Available records -
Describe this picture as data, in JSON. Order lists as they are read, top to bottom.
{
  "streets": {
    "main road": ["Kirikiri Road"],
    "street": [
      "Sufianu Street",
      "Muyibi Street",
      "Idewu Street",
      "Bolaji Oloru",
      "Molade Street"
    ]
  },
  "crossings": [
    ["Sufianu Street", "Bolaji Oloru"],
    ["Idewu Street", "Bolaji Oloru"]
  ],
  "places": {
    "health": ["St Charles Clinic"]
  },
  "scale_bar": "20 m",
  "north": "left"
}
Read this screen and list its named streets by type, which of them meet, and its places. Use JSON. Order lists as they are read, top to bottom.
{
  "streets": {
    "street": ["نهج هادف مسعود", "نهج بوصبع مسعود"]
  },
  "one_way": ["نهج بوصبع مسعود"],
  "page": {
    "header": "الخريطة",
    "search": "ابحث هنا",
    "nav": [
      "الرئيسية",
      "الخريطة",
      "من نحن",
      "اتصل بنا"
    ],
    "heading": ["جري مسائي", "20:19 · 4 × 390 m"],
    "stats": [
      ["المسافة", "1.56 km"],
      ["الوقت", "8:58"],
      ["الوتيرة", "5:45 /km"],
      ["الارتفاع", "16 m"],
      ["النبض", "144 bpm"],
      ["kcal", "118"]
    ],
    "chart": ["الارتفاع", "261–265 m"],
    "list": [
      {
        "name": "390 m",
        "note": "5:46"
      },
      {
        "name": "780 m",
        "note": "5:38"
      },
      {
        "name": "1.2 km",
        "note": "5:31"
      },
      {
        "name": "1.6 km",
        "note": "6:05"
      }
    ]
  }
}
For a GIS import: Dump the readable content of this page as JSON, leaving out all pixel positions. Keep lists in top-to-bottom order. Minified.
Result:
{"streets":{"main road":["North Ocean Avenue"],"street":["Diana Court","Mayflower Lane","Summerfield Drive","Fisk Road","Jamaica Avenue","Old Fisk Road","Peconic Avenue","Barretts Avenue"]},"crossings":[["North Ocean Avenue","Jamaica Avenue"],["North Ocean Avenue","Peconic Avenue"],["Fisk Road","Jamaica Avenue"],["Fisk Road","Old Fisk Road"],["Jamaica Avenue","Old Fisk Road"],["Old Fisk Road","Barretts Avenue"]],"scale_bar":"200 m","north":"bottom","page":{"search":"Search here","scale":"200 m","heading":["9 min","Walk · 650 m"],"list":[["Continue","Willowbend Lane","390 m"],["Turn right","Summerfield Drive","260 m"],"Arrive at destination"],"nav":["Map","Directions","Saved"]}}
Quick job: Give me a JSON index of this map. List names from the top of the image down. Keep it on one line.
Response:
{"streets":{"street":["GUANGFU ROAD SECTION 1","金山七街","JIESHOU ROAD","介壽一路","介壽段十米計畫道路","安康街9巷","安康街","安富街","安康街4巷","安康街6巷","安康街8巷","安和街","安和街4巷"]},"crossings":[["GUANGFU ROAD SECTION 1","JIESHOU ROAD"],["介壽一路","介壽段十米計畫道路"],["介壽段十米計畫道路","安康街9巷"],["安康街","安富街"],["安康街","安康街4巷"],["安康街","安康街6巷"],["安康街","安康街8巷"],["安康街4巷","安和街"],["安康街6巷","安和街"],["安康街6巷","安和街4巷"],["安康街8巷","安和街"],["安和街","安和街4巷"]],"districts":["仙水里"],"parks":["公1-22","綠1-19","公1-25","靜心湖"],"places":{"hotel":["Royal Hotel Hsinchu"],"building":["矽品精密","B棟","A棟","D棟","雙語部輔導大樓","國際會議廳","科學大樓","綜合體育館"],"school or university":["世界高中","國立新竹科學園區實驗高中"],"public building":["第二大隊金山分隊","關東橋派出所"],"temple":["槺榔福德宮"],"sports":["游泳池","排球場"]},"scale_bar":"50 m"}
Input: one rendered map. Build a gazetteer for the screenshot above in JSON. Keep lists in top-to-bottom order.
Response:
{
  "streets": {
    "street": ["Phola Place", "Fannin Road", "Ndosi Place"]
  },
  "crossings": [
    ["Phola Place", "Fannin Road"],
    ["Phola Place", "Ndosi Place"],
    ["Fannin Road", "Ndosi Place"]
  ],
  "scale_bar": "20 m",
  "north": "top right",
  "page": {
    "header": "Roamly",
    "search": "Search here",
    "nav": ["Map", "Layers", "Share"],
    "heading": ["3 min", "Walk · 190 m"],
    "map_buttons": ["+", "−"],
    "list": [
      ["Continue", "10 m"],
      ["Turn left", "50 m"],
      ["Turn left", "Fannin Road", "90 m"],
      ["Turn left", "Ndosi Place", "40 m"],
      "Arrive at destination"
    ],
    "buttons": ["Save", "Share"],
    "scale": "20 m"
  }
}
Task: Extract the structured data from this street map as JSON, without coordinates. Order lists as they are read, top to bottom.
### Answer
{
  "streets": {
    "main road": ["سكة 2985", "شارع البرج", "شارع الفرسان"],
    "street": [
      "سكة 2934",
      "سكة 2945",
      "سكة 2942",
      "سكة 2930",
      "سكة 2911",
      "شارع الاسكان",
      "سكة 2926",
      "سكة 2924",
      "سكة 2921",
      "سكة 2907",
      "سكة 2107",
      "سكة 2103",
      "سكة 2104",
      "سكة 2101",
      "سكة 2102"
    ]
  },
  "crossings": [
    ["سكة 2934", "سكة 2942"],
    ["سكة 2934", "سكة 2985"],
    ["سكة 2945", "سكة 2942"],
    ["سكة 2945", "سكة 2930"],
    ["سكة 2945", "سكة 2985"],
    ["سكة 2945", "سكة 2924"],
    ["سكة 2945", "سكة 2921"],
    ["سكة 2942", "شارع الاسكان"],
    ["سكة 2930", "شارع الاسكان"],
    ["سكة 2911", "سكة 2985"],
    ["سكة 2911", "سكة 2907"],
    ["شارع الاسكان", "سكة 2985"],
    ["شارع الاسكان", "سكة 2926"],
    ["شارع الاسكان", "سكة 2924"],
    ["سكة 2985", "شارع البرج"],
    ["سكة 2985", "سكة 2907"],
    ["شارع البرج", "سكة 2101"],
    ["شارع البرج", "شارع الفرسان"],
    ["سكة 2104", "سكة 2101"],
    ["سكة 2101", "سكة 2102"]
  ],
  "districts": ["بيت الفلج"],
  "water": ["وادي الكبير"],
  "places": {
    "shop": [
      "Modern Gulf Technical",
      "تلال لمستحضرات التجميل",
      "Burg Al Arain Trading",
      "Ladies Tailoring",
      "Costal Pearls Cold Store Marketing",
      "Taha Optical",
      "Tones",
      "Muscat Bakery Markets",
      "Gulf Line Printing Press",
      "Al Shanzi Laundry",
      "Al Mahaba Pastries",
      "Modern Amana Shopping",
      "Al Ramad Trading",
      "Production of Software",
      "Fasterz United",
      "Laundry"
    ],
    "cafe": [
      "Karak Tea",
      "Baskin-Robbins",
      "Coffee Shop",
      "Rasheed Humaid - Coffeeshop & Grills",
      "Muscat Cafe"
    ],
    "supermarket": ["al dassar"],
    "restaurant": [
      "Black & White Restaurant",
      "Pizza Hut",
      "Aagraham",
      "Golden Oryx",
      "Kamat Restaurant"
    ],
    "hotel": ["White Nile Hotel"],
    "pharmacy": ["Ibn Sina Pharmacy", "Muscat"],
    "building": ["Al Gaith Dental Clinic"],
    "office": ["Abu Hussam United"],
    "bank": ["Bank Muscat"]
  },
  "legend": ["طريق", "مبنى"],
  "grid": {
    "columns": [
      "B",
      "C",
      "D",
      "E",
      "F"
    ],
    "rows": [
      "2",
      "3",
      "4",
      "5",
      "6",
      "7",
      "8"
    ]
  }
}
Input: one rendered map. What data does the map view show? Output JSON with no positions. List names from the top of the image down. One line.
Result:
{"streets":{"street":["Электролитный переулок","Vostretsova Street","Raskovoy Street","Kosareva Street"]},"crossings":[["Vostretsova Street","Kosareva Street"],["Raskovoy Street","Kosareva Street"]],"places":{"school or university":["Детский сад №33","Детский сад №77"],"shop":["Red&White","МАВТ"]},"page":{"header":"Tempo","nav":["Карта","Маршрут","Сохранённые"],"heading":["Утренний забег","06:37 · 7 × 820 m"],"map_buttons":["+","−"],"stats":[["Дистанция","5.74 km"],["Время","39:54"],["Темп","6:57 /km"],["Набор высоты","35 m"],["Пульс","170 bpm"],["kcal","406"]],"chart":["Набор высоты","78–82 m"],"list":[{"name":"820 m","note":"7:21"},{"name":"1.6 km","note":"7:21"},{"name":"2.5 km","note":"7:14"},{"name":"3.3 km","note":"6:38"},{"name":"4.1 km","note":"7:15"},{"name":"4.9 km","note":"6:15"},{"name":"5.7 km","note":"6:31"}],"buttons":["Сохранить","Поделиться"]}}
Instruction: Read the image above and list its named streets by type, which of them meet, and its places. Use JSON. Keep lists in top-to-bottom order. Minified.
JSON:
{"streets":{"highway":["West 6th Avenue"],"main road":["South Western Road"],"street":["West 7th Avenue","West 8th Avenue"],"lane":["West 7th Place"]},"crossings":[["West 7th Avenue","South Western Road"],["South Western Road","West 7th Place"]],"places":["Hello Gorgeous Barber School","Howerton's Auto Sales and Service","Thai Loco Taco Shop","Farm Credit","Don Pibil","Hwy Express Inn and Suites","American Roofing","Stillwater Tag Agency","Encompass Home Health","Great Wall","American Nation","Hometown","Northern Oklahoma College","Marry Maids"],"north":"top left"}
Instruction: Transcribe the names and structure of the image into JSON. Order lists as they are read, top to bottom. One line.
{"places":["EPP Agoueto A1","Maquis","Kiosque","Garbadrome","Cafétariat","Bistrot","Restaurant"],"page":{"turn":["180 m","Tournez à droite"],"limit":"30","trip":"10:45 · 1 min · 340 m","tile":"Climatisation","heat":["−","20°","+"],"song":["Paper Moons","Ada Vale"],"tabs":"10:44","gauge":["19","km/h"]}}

Your task -
Which lines above hold the string "مسعود"? Show each of them.

Result for this exercise -
    "street": ["نهج هادف مسعود", "نهج بوصبع مسعود"]
  "one_way": ["نهج بوصبع مسعود"],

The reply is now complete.